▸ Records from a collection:
###
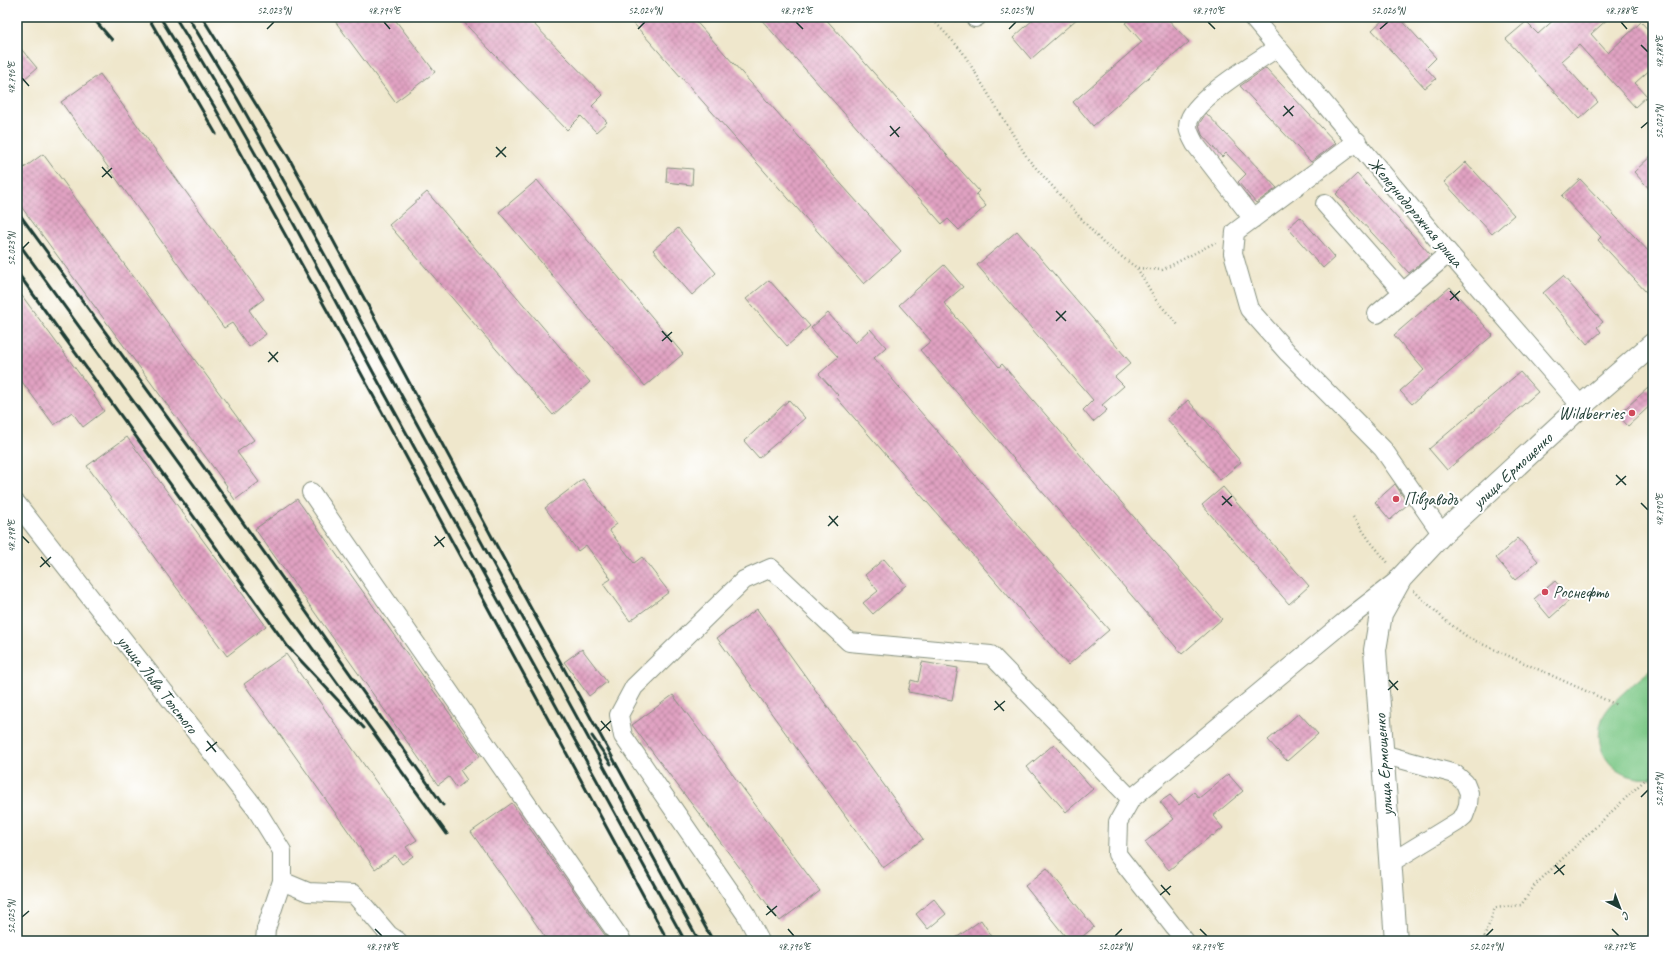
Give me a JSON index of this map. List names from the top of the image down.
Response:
{
  "streets": {
    "highway": ["улица Ермощенко"],
    "street": ["Железнодорожная улица", "улица Льва Толстого"]
  },
  "crossings": [
    ["Железнодорожная улица", "улица Ермощенко"]
  ],
  "places": ["Wildberries", "Пiвзаводъ", "Роснефть"],
  "north": "bottom right",
  "coordinates": [
    "52.023°N",
    "48.794°E",
    "52.024°N",
    "48.792°E",
    "52.025°N",
    "48.790°E",
    "52.026°N",
    "48.788°E",
    "48.796°E",
    "52.027°N",
    "48.798°E",
    "52.029°N",
    "52.028°N"
  ]
}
###
▸ INSTRUCTIONS FOR THE TASK:
Whenever the string "улица" shows up in a line of the records, copy that line.

▸ FINAL ANSWER:
    "highway": ["улица Ермощенко"],
    "street": ["Железнодорожная улица", "улица Льва Толстого"]
    ["Железнодорожная улица", "улица Ермощенко"]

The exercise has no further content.